* THE DATA *
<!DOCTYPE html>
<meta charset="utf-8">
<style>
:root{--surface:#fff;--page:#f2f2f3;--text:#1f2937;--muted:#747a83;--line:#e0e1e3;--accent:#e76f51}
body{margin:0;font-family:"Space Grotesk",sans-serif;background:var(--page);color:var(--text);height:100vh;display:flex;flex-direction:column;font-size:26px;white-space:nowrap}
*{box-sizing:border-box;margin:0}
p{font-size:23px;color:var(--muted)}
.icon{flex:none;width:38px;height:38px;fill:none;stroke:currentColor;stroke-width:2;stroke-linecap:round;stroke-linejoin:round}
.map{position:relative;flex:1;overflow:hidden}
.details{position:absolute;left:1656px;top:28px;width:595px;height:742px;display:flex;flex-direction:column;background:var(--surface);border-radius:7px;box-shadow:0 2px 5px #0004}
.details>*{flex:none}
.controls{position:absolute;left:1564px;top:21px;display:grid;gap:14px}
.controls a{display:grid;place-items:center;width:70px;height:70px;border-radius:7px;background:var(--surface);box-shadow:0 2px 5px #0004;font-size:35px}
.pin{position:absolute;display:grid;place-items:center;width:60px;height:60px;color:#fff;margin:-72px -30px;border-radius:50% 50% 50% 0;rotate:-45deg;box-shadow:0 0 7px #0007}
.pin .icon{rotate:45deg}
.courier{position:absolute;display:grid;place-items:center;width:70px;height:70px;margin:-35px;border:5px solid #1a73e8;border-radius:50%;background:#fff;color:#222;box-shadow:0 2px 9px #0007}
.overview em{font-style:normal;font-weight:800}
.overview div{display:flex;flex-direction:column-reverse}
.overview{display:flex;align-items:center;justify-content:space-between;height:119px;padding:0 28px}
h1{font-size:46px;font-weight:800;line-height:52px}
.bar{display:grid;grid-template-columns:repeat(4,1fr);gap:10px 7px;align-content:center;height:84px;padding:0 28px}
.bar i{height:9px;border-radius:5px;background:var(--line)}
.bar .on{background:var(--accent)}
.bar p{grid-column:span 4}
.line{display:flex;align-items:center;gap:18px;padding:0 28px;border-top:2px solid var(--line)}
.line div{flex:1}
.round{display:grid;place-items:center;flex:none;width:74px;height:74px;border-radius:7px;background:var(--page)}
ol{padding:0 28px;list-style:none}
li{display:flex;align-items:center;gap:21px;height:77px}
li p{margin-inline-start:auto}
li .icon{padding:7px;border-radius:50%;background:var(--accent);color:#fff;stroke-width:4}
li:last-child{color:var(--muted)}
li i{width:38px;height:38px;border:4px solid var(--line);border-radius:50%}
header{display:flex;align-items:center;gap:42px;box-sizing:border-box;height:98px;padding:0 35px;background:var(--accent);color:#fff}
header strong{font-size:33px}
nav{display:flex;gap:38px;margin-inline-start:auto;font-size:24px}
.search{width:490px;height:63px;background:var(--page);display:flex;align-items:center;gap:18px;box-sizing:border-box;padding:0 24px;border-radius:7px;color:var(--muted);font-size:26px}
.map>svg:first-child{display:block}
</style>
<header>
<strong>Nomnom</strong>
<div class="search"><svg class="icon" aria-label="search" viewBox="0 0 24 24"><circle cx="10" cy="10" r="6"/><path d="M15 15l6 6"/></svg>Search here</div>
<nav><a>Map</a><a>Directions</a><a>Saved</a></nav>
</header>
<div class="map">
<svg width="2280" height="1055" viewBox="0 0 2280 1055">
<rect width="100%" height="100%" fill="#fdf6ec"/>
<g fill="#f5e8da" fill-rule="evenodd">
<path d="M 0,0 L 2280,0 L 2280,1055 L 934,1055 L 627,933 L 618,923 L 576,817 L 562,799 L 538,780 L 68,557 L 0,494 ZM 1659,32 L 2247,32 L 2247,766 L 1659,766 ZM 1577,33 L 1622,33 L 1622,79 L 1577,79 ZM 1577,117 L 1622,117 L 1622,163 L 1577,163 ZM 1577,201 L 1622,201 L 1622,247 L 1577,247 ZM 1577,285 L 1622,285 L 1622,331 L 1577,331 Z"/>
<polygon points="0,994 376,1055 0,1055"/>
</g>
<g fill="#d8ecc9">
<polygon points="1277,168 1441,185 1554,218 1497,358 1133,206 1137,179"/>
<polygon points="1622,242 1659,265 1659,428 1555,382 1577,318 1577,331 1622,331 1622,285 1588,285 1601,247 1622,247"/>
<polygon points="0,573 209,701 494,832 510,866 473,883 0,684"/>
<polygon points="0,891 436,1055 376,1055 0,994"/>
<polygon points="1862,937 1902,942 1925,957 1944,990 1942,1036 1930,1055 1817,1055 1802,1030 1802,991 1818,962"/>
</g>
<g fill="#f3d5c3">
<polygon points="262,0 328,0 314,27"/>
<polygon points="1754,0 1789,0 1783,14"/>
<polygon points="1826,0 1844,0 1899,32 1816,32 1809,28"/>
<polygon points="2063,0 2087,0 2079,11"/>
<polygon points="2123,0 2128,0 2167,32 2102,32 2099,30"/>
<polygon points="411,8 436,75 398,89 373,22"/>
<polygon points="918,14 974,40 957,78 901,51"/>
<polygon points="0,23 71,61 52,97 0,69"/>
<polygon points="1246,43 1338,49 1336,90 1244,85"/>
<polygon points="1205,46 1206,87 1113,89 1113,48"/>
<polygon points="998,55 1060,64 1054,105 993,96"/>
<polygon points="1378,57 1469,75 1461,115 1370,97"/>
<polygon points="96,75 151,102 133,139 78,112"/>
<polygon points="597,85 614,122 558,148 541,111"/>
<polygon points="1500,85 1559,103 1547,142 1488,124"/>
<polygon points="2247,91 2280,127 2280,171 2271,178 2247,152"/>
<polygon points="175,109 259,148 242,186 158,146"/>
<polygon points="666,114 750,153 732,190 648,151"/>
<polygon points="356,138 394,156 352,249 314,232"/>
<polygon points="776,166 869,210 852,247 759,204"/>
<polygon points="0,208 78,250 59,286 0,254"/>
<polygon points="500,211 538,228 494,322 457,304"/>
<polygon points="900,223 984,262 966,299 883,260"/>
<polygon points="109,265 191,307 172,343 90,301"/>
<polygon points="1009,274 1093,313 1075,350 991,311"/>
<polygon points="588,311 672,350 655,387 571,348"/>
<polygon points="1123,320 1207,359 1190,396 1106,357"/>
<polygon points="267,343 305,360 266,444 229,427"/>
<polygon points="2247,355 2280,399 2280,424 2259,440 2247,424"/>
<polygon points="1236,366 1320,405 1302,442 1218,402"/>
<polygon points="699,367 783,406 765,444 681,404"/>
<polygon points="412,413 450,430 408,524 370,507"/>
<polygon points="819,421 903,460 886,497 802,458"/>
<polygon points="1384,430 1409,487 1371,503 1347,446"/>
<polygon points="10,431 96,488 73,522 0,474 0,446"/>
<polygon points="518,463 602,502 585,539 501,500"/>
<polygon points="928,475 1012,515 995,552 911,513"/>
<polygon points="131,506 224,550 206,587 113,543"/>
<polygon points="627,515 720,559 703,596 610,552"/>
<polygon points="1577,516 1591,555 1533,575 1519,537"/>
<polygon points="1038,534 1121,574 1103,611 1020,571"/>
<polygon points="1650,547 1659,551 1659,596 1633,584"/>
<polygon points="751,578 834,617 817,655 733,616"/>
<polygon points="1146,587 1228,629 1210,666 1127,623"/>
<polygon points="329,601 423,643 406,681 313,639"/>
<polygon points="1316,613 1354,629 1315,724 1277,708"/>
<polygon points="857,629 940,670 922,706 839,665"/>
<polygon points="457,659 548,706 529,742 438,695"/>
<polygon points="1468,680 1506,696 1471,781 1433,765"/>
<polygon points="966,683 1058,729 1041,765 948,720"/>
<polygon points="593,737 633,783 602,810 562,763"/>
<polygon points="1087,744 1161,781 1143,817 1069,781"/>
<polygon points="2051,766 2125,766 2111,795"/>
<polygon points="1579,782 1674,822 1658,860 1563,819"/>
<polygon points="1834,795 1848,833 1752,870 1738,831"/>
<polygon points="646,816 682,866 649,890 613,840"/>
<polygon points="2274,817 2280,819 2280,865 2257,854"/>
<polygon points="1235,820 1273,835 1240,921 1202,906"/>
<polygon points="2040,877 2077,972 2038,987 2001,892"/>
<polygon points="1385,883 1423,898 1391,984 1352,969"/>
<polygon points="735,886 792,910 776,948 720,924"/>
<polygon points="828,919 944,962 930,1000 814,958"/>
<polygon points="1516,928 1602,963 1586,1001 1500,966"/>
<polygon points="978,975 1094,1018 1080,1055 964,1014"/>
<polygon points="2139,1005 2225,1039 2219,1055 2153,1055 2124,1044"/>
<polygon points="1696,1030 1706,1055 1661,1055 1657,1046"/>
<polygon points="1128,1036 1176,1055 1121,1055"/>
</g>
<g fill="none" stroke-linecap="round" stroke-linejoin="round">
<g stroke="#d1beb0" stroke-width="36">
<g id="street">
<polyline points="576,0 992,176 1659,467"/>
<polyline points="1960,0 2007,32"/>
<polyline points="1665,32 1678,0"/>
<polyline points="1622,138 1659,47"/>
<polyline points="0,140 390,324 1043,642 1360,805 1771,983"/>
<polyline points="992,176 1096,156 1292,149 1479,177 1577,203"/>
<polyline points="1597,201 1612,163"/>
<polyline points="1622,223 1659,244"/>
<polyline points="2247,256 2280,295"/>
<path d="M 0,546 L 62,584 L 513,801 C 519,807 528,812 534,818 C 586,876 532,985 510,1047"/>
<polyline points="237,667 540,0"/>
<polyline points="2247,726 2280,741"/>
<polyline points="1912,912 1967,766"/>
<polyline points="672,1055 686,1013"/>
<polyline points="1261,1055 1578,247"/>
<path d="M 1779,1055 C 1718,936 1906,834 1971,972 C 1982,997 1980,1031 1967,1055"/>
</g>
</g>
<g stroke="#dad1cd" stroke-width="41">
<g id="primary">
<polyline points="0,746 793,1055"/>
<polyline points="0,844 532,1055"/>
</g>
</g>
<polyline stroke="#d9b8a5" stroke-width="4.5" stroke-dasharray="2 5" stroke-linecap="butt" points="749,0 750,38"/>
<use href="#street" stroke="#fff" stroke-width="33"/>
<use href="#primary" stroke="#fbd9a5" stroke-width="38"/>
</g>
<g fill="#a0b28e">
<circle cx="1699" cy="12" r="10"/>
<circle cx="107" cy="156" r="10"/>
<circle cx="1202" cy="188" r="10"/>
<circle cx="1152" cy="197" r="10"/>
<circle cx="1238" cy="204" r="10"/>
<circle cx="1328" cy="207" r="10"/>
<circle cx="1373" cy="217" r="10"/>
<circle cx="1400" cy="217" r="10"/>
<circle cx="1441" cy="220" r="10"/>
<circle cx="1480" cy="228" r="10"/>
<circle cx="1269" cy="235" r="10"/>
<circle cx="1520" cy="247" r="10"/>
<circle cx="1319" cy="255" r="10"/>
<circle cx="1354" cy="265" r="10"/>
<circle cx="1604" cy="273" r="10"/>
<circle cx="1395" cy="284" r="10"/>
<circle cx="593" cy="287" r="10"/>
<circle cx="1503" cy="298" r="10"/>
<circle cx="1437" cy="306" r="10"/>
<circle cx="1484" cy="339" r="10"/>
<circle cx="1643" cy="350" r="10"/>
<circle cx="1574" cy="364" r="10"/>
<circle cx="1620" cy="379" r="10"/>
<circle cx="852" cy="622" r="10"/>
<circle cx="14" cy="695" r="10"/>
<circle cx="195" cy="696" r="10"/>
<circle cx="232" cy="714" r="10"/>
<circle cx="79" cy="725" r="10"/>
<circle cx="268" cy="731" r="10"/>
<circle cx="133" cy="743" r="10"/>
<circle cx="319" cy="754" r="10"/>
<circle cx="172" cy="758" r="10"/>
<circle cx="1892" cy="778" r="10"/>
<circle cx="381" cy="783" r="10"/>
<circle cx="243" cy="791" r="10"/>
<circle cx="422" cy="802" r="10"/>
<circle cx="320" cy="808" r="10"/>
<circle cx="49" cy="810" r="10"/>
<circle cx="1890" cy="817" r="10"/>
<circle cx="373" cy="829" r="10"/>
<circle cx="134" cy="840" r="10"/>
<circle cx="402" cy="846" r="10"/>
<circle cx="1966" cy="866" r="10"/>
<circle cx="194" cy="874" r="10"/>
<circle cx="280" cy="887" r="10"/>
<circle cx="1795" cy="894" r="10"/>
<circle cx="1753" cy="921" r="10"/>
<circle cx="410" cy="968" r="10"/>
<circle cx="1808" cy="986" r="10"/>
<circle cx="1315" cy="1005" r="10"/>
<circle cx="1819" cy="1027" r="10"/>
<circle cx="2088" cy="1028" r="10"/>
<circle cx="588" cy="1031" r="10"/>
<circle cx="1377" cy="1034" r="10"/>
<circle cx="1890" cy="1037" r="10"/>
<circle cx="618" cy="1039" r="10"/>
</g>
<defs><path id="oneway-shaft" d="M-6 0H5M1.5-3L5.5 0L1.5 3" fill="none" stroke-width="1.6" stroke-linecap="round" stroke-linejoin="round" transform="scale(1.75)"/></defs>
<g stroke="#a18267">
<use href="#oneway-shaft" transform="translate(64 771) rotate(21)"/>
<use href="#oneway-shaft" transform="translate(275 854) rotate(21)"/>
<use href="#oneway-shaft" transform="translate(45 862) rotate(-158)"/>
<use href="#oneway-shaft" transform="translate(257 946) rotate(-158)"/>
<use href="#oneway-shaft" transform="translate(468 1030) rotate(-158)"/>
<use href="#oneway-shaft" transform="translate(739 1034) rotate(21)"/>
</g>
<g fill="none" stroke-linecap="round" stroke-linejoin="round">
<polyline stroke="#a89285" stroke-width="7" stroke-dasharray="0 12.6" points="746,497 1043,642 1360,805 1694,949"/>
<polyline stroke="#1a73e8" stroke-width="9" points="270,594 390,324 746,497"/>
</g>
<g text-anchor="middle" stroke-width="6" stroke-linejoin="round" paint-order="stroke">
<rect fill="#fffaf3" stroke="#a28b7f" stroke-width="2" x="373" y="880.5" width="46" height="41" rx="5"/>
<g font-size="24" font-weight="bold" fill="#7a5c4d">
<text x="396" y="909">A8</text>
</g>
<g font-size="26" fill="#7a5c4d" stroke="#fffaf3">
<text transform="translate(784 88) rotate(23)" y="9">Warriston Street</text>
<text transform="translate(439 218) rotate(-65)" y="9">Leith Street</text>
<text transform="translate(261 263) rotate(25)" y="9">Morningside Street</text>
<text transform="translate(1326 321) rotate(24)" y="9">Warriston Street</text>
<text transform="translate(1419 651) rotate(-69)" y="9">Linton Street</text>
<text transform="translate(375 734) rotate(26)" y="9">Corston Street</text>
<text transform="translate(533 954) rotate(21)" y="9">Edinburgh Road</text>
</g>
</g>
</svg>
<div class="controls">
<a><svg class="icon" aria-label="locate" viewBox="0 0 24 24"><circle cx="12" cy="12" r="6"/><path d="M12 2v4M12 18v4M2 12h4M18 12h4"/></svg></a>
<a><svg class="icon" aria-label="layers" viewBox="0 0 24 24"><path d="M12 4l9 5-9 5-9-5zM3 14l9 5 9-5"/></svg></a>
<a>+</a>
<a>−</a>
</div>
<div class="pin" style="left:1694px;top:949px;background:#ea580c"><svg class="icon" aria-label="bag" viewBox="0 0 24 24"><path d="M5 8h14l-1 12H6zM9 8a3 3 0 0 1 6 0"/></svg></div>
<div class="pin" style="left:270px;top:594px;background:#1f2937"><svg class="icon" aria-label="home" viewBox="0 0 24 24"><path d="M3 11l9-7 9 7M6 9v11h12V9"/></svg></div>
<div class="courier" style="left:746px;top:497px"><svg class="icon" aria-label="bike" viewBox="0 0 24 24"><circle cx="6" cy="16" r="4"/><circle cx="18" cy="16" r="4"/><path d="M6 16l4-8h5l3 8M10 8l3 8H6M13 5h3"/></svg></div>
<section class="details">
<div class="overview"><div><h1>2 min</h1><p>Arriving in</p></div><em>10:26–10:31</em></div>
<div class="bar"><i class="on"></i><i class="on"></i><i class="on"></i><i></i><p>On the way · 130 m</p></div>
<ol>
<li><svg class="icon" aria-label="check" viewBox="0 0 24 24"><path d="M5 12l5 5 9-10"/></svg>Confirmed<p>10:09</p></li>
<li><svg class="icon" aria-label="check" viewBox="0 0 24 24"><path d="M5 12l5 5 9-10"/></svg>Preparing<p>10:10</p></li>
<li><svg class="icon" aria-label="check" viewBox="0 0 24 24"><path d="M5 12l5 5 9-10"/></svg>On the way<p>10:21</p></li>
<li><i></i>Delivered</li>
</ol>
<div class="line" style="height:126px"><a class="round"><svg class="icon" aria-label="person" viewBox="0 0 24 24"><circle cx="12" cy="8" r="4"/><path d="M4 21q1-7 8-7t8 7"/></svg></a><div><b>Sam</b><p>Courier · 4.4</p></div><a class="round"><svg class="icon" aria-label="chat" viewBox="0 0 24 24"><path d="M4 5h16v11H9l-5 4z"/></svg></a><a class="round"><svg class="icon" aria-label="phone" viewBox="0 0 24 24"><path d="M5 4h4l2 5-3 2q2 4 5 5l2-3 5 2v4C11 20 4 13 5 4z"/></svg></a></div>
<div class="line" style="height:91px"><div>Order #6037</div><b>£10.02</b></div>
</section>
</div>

* EXERCISE INSTRUCTIONS *
If a line above holds the string "controls", copy it out.

* ANSWER TO THE EXERCISE *
.controls{position:absolute;left:1564px;top:21px;display:grid;gap:14px}
.controls a{display:grid;place-items:center;width:70px;height:70px;border-radius:7px;background:var(--surface);box-shadow:0 2px 5px #0004;font-size:35px}
<div class="controls">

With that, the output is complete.